▶ PROBLEM TO SOLVE:
Copy out every line holding the string "Keep" from the records below.

▶ SOURCE DATA:
----------------
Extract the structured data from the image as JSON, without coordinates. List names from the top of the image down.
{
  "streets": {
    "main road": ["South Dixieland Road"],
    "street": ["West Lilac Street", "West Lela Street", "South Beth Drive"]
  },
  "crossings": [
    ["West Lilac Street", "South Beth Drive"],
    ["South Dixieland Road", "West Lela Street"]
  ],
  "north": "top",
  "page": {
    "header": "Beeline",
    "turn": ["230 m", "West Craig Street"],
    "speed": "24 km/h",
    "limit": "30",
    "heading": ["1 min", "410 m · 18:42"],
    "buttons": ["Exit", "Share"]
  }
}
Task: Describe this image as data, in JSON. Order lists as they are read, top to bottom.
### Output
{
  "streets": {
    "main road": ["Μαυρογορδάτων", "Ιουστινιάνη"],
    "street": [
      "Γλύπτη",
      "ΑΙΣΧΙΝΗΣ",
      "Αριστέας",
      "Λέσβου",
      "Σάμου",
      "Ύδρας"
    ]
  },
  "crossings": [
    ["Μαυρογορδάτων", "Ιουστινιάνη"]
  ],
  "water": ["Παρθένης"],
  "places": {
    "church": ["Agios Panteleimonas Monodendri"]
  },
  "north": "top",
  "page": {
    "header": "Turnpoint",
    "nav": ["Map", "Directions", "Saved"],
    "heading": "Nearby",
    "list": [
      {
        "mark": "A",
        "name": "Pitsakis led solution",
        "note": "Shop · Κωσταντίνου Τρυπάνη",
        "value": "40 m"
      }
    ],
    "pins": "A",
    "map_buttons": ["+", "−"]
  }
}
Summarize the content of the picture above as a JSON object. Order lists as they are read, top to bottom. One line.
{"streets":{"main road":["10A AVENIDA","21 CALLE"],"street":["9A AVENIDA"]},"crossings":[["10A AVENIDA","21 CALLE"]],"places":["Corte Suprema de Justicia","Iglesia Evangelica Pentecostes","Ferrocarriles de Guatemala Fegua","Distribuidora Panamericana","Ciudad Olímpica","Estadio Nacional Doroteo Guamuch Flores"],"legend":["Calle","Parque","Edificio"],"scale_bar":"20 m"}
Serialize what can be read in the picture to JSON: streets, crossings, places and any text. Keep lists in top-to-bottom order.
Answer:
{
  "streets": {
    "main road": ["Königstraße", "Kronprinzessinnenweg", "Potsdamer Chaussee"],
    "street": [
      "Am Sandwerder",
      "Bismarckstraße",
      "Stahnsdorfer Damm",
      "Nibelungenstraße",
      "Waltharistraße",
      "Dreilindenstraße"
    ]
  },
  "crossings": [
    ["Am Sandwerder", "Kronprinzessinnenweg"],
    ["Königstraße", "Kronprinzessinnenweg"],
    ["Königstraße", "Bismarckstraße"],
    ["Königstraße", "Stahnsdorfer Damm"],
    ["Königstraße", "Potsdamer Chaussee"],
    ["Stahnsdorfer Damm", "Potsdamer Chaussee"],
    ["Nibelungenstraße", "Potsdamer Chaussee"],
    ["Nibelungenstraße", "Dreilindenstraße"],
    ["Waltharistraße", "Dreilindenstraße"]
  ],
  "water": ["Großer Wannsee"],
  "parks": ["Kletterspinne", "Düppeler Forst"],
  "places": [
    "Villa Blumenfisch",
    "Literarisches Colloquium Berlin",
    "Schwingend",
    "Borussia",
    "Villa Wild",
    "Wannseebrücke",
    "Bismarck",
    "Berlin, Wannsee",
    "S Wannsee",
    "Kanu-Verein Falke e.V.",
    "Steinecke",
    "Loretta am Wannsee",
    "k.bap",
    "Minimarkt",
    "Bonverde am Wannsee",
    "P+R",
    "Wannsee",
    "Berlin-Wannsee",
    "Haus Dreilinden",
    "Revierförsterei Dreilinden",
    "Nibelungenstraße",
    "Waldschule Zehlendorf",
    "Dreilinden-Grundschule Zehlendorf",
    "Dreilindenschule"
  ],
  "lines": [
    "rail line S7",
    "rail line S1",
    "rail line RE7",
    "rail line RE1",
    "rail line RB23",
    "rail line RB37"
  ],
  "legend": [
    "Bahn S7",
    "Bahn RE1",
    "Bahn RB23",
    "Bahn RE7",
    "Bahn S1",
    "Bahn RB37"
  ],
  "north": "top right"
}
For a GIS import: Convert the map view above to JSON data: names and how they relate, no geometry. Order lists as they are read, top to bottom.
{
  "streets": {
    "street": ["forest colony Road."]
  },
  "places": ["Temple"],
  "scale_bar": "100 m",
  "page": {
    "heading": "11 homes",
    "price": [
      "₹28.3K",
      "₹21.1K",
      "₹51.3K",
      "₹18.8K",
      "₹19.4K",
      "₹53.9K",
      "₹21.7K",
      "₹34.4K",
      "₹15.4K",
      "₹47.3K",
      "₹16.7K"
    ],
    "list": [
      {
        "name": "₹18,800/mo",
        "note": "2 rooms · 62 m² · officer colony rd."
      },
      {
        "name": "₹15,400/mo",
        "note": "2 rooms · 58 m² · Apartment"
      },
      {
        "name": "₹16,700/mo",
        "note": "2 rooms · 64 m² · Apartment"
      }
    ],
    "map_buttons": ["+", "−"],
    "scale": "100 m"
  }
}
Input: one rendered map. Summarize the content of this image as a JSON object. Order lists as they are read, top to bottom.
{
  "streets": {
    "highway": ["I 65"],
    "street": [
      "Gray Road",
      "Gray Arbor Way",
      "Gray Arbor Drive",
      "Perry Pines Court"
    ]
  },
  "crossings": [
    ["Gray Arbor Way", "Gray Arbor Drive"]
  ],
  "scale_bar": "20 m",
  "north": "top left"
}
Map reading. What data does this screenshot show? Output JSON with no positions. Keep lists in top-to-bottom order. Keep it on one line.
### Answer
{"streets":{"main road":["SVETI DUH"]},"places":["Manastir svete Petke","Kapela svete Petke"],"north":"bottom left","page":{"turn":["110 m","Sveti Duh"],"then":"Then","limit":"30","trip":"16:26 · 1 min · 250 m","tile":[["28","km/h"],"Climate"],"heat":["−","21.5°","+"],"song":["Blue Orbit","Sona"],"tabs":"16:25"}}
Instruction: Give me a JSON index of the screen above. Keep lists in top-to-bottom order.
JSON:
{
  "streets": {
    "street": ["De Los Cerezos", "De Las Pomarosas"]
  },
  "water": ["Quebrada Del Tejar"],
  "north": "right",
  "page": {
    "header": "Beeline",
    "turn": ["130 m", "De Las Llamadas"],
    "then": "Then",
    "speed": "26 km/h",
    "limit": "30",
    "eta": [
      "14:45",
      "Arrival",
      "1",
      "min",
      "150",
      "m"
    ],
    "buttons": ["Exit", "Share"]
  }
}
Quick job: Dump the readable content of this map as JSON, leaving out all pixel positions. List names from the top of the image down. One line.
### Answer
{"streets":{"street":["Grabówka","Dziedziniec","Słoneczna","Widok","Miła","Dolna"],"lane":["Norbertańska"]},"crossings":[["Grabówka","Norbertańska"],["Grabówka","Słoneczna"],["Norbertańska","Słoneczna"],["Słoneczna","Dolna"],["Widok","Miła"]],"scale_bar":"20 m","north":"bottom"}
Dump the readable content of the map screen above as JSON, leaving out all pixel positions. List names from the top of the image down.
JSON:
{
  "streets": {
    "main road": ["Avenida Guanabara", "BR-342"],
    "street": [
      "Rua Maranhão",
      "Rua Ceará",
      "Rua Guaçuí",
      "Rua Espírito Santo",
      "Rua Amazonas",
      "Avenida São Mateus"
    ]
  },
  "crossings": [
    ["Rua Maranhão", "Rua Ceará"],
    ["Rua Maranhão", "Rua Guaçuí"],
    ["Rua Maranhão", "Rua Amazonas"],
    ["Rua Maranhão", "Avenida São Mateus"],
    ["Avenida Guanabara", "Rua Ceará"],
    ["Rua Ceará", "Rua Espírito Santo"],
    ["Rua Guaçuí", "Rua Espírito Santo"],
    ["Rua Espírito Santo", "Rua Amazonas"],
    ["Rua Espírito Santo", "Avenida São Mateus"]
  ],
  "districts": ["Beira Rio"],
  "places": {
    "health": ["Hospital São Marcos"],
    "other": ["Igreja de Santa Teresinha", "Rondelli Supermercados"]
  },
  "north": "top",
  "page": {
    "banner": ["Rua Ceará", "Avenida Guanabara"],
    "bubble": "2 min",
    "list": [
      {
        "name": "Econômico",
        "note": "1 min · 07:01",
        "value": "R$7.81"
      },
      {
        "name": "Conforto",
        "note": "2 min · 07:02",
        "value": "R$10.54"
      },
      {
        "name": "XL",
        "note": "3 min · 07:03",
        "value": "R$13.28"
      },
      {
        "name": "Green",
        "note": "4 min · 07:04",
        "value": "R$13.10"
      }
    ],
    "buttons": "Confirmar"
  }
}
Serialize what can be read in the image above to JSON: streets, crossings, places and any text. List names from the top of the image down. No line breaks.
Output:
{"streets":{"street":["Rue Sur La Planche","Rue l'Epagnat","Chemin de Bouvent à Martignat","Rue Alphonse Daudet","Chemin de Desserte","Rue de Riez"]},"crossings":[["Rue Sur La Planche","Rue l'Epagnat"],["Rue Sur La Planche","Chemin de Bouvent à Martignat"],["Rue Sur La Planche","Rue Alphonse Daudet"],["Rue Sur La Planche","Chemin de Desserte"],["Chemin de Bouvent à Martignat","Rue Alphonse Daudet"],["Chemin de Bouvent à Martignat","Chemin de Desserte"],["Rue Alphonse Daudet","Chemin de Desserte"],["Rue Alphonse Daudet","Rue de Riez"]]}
----------------
▶ TASK ANSWER:
Serialize what can be read in the picture to JSON: streets, crossings, places and any text. Keep lists in top-to-bottom order.
Map reading. What data does this screenshot show? Output JSON with no positions. Keep lists in top-to-bottom order. Keep it on one line.
Instruction: Give me a JSON index of the screen above. Keep lists in top-to-bottom order.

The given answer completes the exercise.